Entre 70 000 et 210 000 euros en tenant compte de tous les coûts : remédiation, rançon, perte d’activité, pénalités légales, perte de clients. Ce chiffre peut être plus bas pour une TPE très spécialisée (faible dépendance IT) ou plus haut pour une TPE très digitalisée.
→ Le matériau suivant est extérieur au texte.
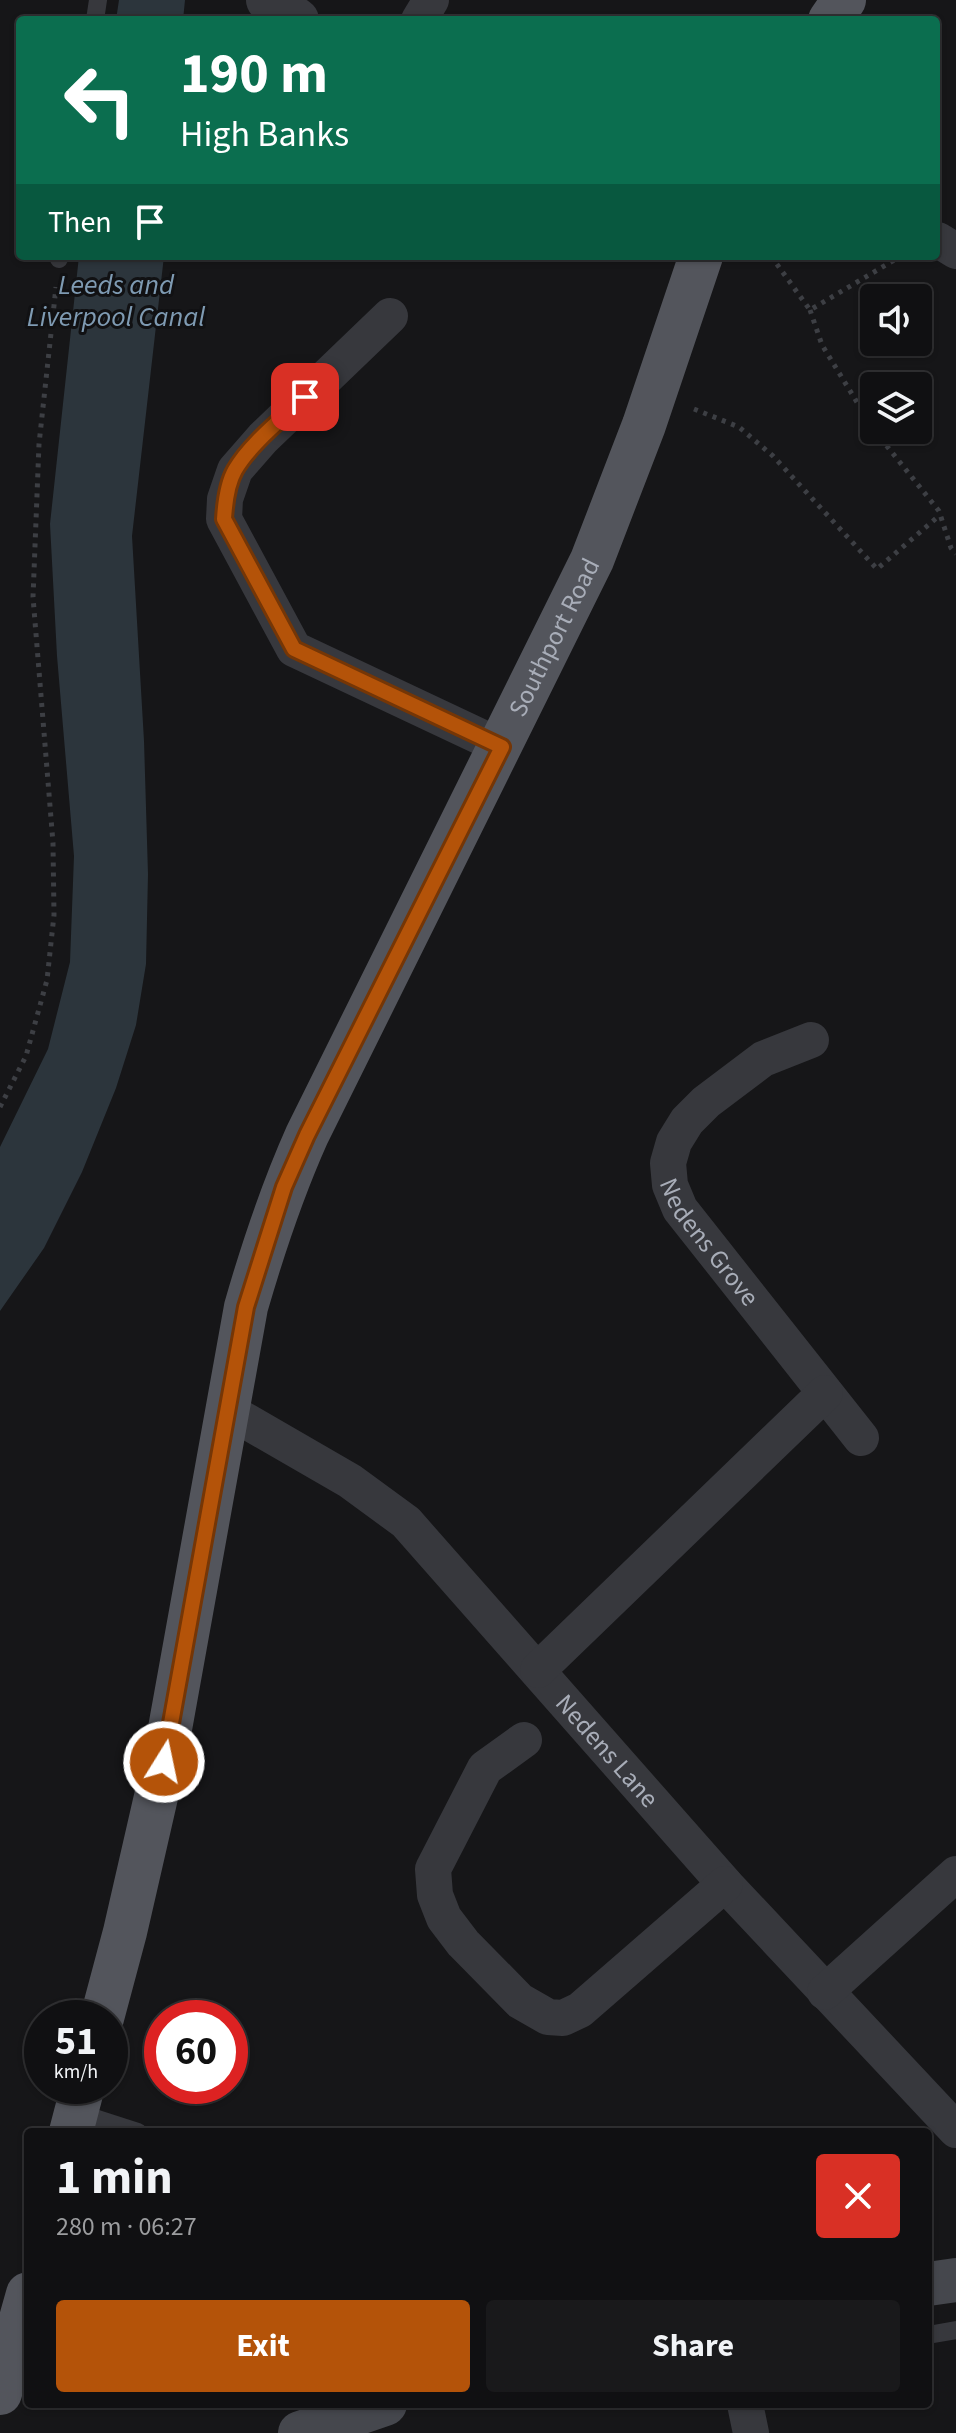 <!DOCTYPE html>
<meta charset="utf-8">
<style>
body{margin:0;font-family:"Source Sans 3",sans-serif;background:#19191b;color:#f1f3f6;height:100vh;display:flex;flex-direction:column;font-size:30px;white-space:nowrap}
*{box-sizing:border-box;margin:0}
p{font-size:26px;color:#9c9d9f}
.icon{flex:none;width:44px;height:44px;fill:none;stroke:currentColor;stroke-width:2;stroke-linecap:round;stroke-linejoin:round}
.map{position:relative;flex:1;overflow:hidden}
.side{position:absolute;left:24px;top:2128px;width:908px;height:280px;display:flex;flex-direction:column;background:#101012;border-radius:8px;box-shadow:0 2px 6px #0004,0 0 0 2px #303032}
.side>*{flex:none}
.banner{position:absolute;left:16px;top:16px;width:924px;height:244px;border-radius:8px;box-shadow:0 2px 6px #0004,0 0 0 2px #303032;background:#0b6e4f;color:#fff;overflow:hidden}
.buttons{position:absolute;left:860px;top:284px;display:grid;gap:16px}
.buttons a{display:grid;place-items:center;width:72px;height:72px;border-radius:8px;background:#101012;box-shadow:0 2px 6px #0004,0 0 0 2px #303032;font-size:40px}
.speed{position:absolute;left:24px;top:2000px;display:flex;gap:16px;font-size:40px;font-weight:700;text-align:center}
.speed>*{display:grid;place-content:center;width:104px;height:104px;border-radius:50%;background:#101012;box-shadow:0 2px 6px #0004,0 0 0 2px #303032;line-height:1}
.speed small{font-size:20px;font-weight:400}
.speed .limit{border:12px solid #d22;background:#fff;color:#111}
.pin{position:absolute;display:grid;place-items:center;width:68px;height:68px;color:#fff;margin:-34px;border-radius:16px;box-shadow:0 4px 12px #0006}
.me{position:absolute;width:88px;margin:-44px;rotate:10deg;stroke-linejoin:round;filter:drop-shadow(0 0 6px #0008)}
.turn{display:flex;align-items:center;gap:28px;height:168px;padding:0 32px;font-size:36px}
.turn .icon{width:104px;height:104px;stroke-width:2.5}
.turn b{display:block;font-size:56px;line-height:68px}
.then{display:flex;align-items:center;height:76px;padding:0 32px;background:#0003;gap:16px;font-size:30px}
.round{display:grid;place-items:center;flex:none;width:84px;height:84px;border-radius:8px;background:#19191b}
.headline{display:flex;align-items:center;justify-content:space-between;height:136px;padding:0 32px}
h1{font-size:48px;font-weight:700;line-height:60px}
.button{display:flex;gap:16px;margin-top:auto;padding:16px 32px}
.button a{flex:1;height:92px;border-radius:8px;background:#b45309;color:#fff;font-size:32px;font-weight:700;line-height:92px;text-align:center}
.button a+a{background:#19191b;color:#f1f3f6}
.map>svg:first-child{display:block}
</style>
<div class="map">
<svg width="956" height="2433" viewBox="0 0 956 2433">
<rect width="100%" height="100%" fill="#161618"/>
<path fill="#2c353c" d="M 119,0 L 185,0 L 183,20 L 116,20 Z
M 79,256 L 164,256 L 132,536 L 144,741 L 148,874 L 146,964 L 136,1025 L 116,1088 L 82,1172 L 44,1248 L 0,1311 L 0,1147 L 48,1049 L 70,962 L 74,856 L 57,656 L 50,524 Z"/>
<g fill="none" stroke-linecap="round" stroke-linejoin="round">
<path stroke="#3d3f44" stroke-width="5" stroke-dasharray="4 6" stroke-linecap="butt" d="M 771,256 L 810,310 L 901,256
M 810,310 L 822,345 L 874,430
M 694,409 L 739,427 L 773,456 L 877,569 L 940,515
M 874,430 L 939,511 L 951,548 L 956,554
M 0,1107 L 26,1056 L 47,980 L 54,915 L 53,843 L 33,597 L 39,444 L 56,287"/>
<path stroke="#37383d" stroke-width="18" d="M 95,20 L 98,0
M 59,259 L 60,256
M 76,2112 L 138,2132
M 928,2335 L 956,2330"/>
<g stroke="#37383d" stroke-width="36">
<path d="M 419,20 L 431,0"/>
<path d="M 938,240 L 956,251"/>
<path d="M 390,316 L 263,438 L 235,470 L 225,499 L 224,519 L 294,649 L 502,747"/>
<path id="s1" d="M 811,1040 L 763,1059 L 706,1102 L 687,1121 L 674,1142 L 668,1163 L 670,1185 L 680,1209 L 861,1438"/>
<path id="s2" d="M 227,1410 L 350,1481 L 406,1522 L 725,1884 L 956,2130"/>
<path d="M 538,1670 L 825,1393"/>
<path d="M 524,1740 L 485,1768 L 433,1869 L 435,1895 L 444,1918 L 463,1943 L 520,2001 L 548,2017 L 563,2018 L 580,2010 L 725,1884"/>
<path d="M 825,1992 L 956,1874"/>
<path d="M 745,2404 L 751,2433"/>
</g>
<path stroke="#37383d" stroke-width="44" d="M 268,0 L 297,20"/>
<path stroke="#45474d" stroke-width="44" d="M 928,2284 L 956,2280
M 300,2433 L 385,2404"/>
<g stroke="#53555c" stroke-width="44">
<path d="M 830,20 L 844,0"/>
<path id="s3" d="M 102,2018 L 125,1932 L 164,1762 L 246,1307 C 263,1248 282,1191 307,1135 L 592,560 L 644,425 L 701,256"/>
<path d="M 71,2132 L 83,2086"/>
<path d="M 0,2393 L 28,2294"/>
</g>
</g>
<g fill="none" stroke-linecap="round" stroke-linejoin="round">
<g stroke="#753606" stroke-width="20">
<path id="route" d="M 164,1762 L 246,1307 L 284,1187 L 307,1135 L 502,747 L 294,649 L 224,519 C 225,503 227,484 235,470 C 250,444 283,418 305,397"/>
</g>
<use href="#route" stroke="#b45309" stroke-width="14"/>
</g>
<g text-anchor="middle" stroke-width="6" stroke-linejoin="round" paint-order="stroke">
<g font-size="26" fill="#a8adb8" stroke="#111113">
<text dy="9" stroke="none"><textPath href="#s3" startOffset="1464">Southport Road</textPath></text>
<text dy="9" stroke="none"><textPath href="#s1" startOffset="288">Nedens Grove</textPath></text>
<text dy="9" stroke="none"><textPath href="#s2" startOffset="516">Nedens Lane</textPath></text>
</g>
<g font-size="28" font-style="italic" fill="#7f9bb3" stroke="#111113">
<text x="116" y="294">Leeds and<tspan x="116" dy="32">Liverpool Canal</tspan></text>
</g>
</g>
</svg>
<div class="buttons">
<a><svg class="icon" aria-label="sound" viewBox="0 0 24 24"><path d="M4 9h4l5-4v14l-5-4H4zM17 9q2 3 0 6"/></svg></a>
<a><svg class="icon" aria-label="layers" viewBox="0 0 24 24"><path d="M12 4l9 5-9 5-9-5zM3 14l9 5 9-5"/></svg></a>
</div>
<div class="speed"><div>51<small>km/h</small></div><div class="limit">60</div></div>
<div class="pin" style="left:305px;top:397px;background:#d93025"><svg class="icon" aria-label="arrive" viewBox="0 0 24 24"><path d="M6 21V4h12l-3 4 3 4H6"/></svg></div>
<svg class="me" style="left:164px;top:1762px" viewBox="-20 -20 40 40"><circle r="17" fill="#b45309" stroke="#fff" stroke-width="3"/><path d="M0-11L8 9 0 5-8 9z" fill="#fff"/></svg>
<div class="banner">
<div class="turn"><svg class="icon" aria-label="left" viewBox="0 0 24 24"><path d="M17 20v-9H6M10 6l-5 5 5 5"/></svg><div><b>190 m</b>High Banks</div></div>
<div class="then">Then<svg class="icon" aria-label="arrive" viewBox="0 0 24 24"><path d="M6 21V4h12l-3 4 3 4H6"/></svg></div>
</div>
<section class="side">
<div class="headline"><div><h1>1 min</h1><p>280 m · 06:27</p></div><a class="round" style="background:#d93025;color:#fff"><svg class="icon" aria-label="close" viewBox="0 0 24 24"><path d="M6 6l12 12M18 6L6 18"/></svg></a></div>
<div class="button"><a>Exit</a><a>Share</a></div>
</section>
</div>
Combien de temps faut-il pour se rétablir après une cyberattaque ?
En moyenne 3 à 4 semaines pour retrouver une activité opérationnelle. Mais la récupération psychologique (confiance cliente, stabilité interne) peut prendre 3 à 6 mois. Et les impacts à long terme (perte de clients, augmentation d’assurance) durent souvent plusieurs années.
Si je paye la rançon, vais-je récupérer mes données ?
Statiquement, 65 % des victimes qui paient la rançon retrouvent leurs données. Mais : 1) vous financez le crime, 2) il n’y a aucune garantie légale, 3) vos données peuvent avoir été vendues avant même la demande de rançon. Mieux vaut une bonne sauvegarde que de parier sur la « moralité » d’un criminel.
L’assurance cyber couvre-t-elle tout ?
Non. Les contrats cyber couvrent généralement : les frais techniques de remédiation, certains coûts de communication, parfois l’extorsion (rançon). Mais jamais la perte d’activité (perte de CA), les pénalités RGPD, ni la perte de clients. Lisez toujours votre contrat ligne par ligne.
Quel secteur est le plus attaqué en Drôme et Ardèche ?
Sur la base de mes observations et de celles de collègues : le bâtiment/travaux publics, l’artisanat (plomberie, électricité, menuiserie), l’hôtellerie-tourisme et le petit commerce en ligne. Raison : données clients précieuses, peu de sécurité de base, dépendance forte à l’informatique.
Que faire si je soupçonne une cyberattaque en cours ?
- Arrêtez les systèmes infectés (débranchez le réseau). 2) Appelez un expert IT immédiatement (pas demain, aujourd’hui). 3) Ne supprimez rien (logs, fichiers suspects). 4) Alertez votre assurance cyber si vous en avez une. 5) Préparez à informer vos clients. Le temps perdu à chercher seul, c’est un coût supplémentaire.